Commentary

IPhones Are for Lovers

"What am I going to do with an iPhone?" You don't usually get that reaction these days when someone opens a Christmas present with the Apple logo on it. But my adorably Luddite fiancée is infamously cell-phone averse. Several years ago, I lent her a rudimentary flip phone to take on a trip and stay in contact. I called her, but when she opened the phone she didn't know what to do or that simply opening the phone would activate her end. All I heard was a distant voice yelling at the handset, "I don't know what to press. Steve, are you in there?" She has tried my Android loaner on a trip or two, but we had to carve out for her a narrow usage path just to the calling function. Getting her to search for something or follow map directions on my iPhone while I drive just makes her anxious. "It went away. How do I get the map back? Oh, crap, what did I do? IPhones suck!"

So I took a bit of a chance in getting her an iPhone for Christmas. But I actually consider it a money-saving investment. She is in heavy wedding planning mode right now, and so every day (nay, every hour) can bring a wince-inducing expense. She has no excuse to keep me out of the loop in any of her visits to bridal shops and reception venues. Keeping a bride tightly tethered is a good idea.  

My fiancée somehow found apps that embodied her creative spirit. First, she got her favorite brand in the world, The Weather Channel. TWC serves as her TV background throughout the day while she works, so she has developed a gentle addiction to knowing the temperature at any given moment. "Girls don't want to be cold," she advises. "You live in a refrigerator. You don't get that." She also found a touch drawing app and a tool that will tell her mood (internal weather?) from the touch of her finger.

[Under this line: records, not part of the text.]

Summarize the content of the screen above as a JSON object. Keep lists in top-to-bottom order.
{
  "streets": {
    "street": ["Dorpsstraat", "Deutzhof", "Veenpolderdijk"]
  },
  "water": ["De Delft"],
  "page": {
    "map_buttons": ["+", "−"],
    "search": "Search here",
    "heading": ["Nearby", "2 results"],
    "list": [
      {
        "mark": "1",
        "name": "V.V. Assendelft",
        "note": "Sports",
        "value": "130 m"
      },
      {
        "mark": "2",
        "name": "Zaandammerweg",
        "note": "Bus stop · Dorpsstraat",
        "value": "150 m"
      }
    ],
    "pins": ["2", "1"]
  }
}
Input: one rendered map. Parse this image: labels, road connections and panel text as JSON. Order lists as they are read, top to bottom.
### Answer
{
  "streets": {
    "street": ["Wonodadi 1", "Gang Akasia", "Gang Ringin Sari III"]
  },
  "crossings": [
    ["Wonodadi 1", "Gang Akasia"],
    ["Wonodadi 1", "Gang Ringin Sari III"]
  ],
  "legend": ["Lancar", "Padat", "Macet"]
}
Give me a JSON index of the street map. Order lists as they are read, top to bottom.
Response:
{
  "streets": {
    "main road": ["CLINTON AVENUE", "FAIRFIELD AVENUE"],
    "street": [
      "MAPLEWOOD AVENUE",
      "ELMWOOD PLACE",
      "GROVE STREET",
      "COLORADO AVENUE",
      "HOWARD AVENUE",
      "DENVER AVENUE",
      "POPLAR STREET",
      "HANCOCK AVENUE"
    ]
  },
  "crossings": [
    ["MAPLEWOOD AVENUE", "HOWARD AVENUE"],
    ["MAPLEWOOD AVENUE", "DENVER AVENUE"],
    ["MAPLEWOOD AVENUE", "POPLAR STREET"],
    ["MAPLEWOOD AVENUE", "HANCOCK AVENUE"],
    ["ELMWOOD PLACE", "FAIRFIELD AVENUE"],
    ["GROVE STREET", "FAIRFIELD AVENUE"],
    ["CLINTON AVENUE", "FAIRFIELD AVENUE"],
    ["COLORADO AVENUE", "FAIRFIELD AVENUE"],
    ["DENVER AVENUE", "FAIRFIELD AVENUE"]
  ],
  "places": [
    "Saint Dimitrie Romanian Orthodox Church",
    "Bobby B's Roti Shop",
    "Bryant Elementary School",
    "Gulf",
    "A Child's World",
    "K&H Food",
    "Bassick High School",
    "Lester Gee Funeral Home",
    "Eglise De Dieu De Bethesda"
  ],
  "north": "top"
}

Actually, I can do that for her without an app.  

And to Apple's credit, once she started playing with the phone in earnest, she needed little instruction. The interface explained itself to her quickly. The Android interface always proved more daunting for her.   

But one of the unanticipated upsides of a two iPhone 4 family is Facetime. I didn't see that coming.  As a media historian, I bring to video calling a scholar's skepticism. The video phone, famously introduced at the 1964 World's Fair, has struggled through so many false starts and longstanding consumer indifference that the idea became for historians a case study in technological failure. Apparently, phone calling had become a distinctly non-visual ritual in American life. People actually counted on being invisible to the other person on the line. They could iron, watch TV, cook and even peruse magazines in order to pay only fleeting attention to the caller. Growing up in my Italian family of world-class talkers, our kitchen wall phone had a handset cord of legendary length. It literally reached through the dining room and into the living room so my mother could pretty much do a day of housework with a phone cradled in her neck. Visiting children who were unacquainted with the art of dodging this ever-present tether could easily get trapped in its reach. I lost more friends that way.  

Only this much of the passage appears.